Problem statement:
Beneath this instruction is a block of data; output from it exactly the lines that run from the one containing "M644 311 666" through the one containing "M534 135 568 161 621 191", inclusive.

(Collected data)
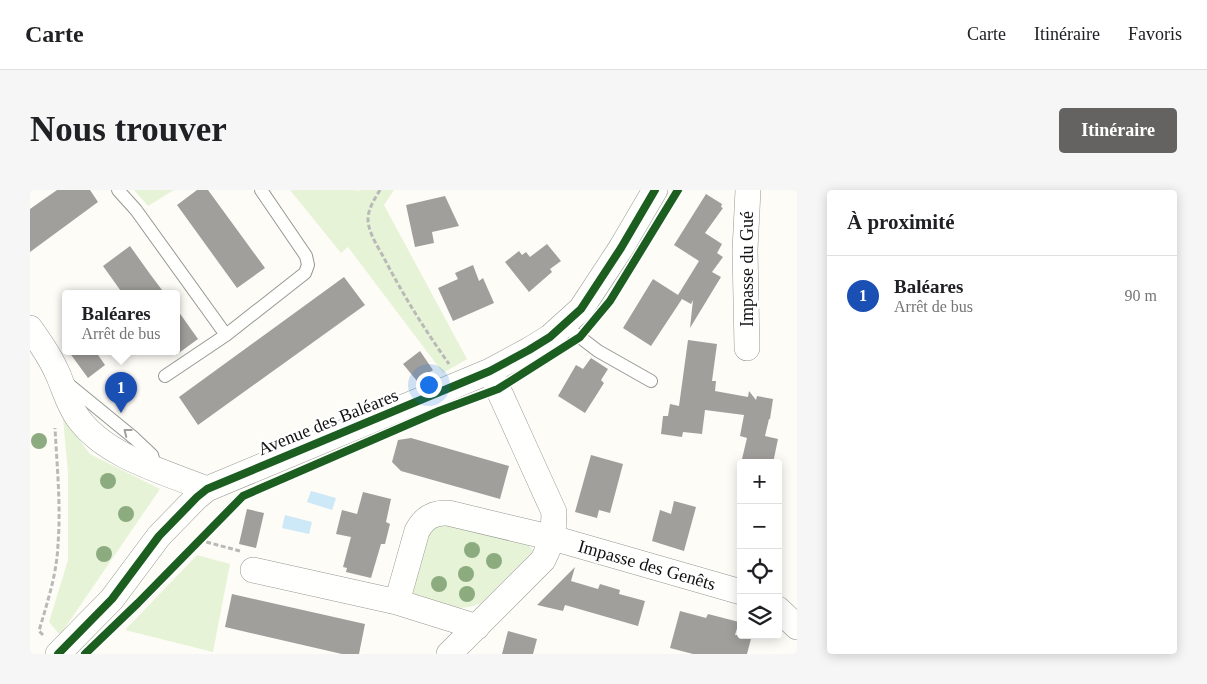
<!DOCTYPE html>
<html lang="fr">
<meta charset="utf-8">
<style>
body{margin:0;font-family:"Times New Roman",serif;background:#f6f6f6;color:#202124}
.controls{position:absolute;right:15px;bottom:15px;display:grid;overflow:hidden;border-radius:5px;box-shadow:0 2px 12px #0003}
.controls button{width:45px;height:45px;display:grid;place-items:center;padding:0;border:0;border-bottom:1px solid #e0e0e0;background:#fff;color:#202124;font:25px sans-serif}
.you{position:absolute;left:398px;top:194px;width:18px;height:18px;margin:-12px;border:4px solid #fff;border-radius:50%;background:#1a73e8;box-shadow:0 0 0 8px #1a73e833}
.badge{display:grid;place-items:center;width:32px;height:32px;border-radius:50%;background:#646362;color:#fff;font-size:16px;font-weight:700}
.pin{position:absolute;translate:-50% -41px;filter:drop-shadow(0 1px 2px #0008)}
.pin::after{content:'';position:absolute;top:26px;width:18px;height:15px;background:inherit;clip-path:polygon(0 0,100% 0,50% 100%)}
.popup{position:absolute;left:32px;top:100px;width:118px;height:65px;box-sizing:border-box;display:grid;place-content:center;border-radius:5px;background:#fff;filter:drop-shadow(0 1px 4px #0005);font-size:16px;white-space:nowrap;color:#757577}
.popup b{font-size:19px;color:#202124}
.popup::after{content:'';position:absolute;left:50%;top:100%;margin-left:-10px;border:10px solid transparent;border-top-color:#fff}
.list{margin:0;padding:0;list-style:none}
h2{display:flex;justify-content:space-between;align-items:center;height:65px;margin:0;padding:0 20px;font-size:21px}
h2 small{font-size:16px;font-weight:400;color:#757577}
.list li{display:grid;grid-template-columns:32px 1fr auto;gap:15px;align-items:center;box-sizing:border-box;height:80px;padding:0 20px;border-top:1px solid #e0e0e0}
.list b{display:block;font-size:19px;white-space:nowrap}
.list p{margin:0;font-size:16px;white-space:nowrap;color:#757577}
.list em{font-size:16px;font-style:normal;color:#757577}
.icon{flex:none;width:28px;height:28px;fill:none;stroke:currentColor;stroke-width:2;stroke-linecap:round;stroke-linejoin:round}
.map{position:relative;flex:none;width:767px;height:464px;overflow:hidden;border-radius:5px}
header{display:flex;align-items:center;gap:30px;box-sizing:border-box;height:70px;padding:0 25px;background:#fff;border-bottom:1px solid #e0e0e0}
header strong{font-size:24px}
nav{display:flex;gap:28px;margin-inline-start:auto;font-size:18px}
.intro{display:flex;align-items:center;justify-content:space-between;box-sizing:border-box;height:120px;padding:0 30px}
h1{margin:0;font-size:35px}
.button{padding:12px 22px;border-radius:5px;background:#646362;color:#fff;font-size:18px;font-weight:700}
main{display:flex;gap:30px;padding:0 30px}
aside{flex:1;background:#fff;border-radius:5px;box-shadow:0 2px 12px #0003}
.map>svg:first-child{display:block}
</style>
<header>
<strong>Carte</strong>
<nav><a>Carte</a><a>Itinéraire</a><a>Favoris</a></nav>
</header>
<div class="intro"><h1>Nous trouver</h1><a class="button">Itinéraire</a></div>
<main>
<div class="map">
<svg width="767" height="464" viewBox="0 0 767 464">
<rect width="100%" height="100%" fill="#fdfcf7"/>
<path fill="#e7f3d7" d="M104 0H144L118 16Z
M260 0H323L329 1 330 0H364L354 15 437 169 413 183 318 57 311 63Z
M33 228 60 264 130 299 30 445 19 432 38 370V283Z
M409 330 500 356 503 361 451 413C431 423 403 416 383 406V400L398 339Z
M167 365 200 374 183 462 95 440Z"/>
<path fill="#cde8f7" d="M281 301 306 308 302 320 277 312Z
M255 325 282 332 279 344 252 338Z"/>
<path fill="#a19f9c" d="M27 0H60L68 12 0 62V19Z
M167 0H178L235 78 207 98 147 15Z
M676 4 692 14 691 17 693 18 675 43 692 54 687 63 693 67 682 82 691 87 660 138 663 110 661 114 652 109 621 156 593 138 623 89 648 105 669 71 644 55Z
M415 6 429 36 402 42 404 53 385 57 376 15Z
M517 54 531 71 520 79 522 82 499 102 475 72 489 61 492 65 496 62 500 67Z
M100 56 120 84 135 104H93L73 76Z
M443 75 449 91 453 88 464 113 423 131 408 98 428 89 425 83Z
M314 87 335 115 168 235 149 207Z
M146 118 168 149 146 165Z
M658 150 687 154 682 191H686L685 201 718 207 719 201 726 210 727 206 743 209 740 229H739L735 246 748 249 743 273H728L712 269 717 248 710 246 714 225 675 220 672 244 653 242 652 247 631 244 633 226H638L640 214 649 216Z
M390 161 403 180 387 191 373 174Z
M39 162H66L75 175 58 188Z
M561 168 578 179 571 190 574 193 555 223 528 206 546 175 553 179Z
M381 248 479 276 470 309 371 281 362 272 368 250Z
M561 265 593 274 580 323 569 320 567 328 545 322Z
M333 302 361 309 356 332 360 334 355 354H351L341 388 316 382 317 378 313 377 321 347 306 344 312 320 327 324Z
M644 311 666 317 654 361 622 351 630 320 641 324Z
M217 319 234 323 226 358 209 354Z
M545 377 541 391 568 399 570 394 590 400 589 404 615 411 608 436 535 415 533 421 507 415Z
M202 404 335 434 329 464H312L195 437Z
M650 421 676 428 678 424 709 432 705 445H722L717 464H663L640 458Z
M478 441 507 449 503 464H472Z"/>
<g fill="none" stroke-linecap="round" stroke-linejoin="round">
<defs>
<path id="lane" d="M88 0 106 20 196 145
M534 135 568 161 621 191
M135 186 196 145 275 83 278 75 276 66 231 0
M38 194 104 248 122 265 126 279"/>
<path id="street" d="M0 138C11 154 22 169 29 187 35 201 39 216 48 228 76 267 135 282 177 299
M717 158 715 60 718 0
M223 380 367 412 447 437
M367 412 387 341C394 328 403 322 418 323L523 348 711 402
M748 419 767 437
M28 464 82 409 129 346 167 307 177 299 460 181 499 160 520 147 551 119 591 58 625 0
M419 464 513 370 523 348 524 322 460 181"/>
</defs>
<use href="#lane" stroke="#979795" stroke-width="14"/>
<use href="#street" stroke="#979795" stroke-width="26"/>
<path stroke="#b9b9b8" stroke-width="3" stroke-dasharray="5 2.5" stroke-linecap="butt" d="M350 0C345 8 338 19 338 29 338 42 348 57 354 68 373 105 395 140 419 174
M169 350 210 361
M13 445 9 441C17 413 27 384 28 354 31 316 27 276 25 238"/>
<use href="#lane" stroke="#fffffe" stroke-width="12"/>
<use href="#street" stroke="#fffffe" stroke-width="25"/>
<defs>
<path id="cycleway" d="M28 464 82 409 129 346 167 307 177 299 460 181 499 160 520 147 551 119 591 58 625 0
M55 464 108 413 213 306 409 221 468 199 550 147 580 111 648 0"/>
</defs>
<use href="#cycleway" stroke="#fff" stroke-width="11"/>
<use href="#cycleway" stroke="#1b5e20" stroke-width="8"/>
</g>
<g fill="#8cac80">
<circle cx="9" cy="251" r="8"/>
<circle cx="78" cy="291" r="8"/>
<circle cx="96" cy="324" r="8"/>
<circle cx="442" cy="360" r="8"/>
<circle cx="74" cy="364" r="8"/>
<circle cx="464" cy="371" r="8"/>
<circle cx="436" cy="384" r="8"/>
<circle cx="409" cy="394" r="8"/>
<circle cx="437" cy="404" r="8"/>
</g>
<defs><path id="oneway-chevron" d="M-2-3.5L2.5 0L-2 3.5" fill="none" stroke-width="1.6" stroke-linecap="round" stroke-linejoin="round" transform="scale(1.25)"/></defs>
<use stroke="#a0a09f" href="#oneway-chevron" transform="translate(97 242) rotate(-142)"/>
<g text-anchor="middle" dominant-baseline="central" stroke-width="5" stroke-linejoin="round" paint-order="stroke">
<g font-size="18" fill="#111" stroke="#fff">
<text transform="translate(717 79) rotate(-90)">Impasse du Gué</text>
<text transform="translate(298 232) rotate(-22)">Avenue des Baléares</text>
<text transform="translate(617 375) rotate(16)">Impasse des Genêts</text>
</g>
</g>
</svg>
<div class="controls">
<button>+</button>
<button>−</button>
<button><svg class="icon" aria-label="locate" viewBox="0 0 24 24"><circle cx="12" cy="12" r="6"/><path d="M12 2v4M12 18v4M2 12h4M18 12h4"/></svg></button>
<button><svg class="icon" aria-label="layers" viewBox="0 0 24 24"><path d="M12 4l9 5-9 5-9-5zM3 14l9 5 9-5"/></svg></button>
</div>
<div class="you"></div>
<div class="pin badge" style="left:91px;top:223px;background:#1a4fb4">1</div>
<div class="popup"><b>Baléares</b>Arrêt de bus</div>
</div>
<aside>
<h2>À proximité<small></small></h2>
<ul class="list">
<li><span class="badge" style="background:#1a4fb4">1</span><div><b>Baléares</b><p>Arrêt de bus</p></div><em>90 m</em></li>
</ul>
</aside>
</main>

---

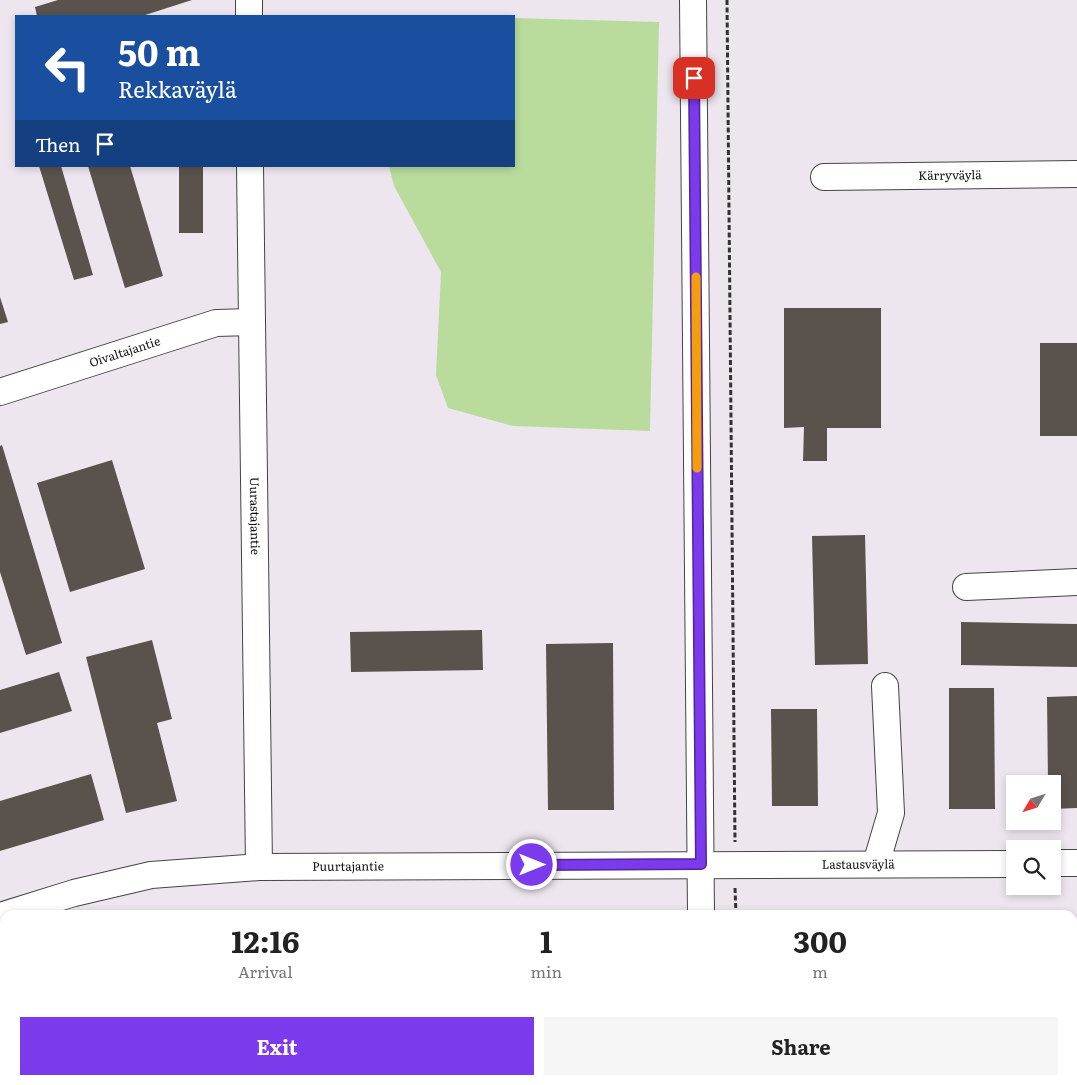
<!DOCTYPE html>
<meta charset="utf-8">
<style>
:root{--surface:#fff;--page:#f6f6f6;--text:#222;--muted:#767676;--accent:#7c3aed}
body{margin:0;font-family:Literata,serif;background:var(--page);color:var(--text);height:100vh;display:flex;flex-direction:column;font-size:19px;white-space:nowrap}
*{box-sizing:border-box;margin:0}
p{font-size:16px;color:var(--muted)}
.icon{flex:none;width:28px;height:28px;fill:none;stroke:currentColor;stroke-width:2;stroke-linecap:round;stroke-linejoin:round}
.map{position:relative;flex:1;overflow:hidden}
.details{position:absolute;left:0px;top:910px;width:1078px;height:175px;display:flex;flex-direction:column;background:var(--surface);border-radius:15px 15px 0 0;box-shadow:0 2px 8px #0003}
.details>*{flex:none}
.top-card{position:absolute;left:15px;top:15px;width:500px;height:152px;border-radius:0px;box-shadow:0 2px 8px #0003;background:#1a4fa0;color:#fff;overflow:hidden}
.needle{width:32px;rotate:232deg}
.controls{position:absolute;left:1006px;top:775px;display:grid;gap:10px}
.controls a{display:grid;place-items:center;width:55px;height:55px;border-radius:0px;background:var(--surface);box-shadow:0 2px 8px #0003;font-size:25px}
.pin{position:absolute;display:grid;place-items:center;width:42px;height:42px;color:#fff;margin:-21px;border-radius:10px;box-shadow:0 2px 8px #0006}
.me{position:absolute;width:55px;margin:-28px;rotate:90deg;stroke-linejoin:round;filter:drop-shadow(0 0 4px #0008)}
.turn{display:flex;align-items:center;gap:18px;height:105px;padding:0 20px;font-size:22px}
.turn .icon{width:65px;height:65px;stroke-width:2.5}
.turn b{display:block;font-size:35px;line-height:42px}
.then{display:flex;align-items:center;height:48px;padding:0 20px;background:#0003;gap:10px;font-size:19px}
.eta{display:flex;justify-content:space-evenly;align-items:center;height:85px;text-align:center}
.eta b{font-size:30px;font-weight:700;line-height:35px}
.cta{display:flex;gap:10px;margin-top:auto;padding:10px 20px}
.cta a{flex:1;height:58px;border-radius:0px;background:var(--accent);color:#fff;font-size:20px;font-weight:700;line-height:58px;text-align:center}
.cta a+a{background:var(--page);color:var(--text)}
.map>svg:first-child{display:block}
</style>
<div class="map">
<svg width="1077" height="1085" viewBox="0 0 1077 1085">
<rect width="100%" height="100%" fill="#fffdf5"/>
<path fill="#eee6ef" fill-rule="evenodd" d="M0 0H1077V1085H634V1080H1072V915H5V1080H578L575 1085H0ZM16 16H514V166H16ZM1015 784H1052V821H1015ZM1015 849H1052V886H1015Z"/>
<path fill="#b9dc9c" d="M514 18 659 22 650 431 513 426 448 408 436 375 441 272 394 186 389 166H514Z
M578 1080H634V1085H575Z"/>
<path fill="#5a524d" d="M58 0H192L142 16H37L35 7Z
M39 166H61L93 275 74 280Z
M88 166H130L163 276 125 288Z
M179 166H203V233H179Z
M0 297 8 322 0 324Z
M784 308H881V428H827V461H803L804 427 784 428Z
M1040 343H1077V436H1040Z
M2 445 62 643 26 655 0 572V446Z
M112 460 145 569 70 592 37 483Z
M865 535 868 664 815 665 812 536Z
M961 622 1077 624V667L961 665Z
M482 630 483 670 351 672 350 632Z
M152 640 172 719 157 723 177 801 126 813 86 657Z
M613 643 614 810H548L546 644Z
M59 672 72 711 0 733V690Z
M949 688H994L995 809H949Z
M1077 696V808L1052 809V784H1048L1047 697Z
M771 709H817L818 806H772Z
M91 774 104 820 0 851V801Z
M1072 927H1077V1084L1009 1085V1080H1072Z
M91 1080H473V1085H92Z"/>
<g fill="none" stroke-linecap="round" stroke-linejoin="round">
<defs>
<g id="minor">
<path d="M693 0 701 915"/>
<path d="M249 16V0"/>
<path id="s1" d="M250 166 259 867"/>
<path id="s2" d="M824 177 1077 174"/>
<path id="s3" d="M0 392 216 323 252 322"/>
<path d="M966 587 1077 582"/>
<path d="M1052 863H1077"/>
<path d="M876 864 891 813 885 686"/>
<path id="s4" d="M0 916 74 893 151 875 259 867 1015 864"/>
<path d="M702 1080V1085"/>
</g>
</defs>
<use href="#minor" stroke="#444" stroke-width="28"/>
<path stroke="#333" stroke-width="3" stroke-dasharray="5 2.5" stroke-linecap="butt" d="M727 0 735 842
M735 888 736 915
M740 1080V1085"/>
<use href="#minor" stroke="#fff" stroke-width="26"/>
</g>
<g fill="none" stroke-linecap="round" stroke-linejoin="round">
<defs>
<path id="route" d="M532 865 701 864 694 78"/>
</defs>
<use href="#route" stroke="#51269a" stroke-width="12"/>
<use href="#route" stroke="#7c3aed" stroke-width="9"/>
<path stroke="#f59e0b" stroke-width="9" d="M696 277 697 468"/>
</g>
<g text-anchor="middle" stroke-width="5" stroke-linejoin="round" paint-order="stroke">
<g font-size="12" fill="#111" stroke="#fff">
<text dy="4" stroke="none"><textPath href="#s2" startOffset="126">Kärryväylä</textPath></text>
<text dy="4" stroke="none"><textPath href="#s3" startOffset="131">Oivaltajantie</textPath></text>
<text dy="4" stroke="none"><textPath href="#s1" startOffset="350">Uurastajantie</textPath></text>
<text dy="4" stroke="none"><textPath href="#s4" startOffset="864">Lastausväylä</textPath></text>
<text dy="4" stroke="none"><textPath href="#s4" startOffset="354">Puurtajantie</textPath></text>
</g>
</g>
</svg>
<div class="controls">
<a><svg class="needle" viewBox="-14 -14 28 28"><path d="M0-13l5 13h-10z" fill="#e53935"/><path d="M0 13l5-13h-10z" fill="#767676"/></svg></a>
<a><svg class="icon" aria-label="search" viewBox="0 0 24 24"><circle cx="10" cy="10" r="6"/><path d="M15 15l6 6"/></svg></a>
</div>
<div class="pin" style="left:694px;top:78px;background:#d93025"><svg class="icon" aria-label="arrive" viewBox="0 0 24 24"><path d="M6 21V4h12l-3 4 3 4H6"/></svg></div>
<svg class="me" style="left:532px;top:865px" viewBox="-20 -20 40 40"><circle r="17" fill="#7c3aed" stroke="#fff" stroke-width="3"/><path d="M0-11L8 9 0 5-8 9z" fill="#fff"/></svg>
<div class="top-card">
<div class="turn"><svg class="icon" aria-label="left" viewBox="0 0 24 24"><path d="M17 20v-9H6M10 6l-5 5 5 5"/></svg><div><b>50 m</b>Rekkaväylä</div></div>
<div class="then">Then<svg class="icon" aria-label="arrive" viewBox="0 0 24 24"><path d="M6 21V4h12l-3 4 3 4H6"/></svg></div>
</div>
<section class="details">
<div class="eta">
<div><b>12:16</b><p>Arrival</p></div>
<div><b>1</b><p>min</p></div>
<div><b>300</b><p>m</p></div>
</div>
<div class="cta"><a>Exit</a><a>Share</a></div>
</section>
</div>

Response to the task:
M644 311 666 317 654 361 622 351 630 320 641 324Z
M217 319 234 323 226 358 209 354Z
M545 377 541 391 568 399 570 394 590 400 589 404 615 411 608 436 535 415 533 421 507 415Z
M202 404 335 434 329 464H312L195 437Z
M650 421 676 428 678 424 709 432 705 445H722L717 464H663L640 458Z
M478 441 507 449 503 464H472Z"/>
<g fill="none" stroke-linecap="round" stroke-linejoin="round">
<defs>
<path id="lane" d="M88 0 106 20 196 145
M534 135 568 161 621 191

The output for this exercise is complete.